Maximum likelihood

In order to define the total likelihood for all possible outcomes from a dataset \( \mathcal{D}=\{(y_i,x_i)\} \), with the binary labels \( y_i\in\{0,1\} \) and where the data points are drawn independently, we use the so-called Maximum Likelihood Estimation (MLE) principle. We aim thus at maximizing the probability of seeing the observed data.

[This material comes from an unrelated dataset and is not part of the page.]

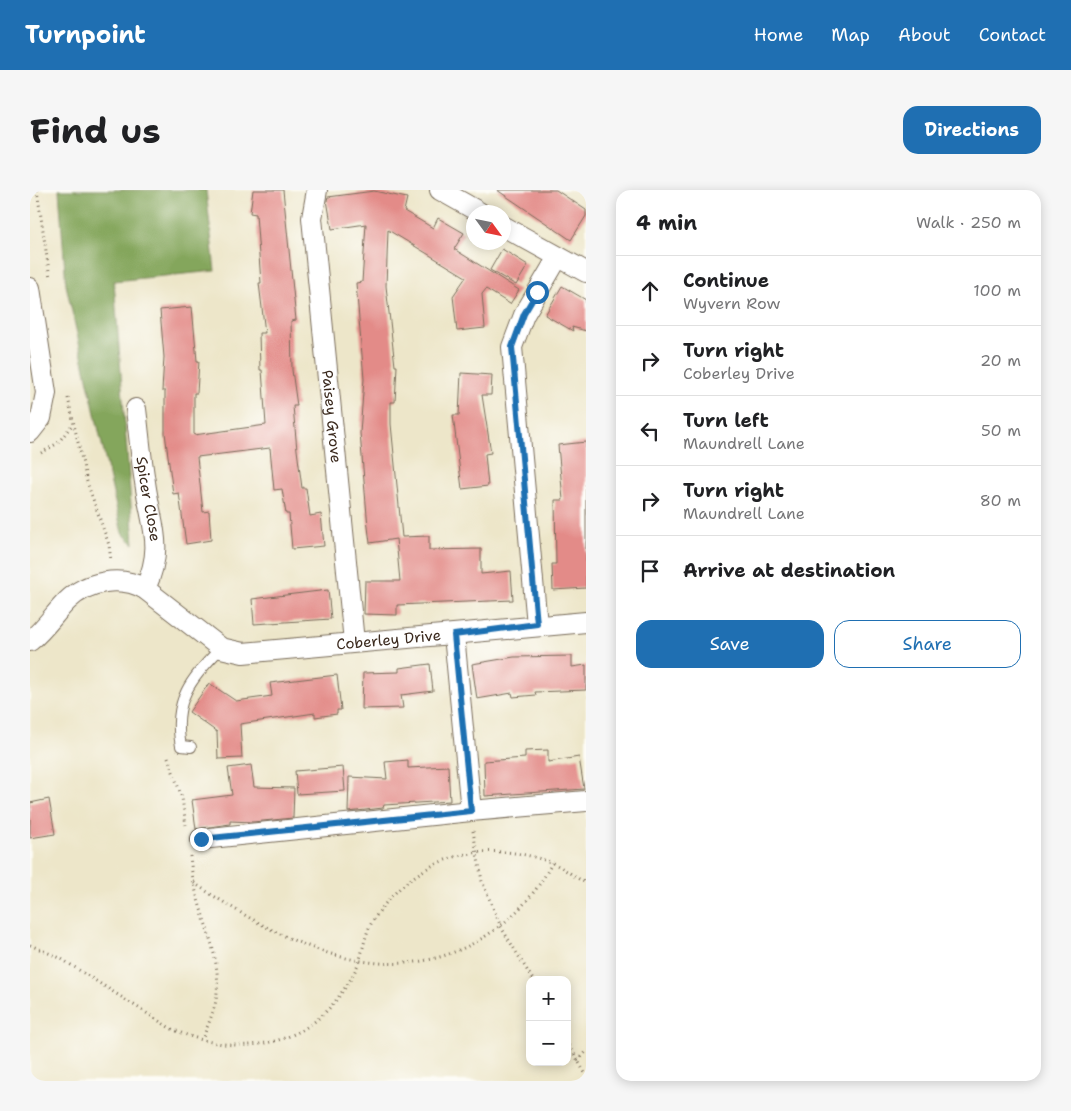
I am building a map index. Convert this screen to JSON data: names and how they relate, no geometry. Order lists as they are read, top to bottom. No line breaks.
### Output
{"streets":{"street":["Paisey Grove","Spicer Close","Coberley Drive"]},"crossings":[["Paisey Grove","Coberley Drive"],["Spicer Close","Coberley Drive"]],"north":"bottom right","page":{"header":"Turnpoint","nav":["Home","Map","About","Contact"],"buttons":["Directions",["Save","Share"]],"title":"Find us","heading":["4 min","Walk · 250 m"],"list":[["Continue","Wyvern Row","100 m"],["Turn right","Coberley Drive","20 m"],["Turn left","Maundrell Lane","50 m"],["Turn right","Maundrell Lane","80 m"],"Arrive at destination"],"map_buttons":["+","−"]}}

We can then approximate the likelihood in terms of the product of the individual probabilities of a specific outcome \( y_i \), that is

$$ \begin{align*} P(\mathcal{D}|\boldsymbol{\beta})& = \prod_{i=1}^n \left[p(y_i=1|x_i,\boldsymbol{\beta})\right]^{y_i}\left[1-p(y_i=1|x_i,\boldsymbol{\beta}))\right]^{1-y_i}\nonumber \\ \end{align*} $$

from which we obtain the log-likelihood and our cost/loss function

$$ \mathcal{C}(\boldsymbol{\beta}) = \sum_{i=1}^n \left( y_i\log{p(y_i=1|x_i,\boldsymbol{\beta})} + (1-y_i)\log\left[1-p(y_i=1|x_i,\boldsymbol{\beta}))\right]\right). $$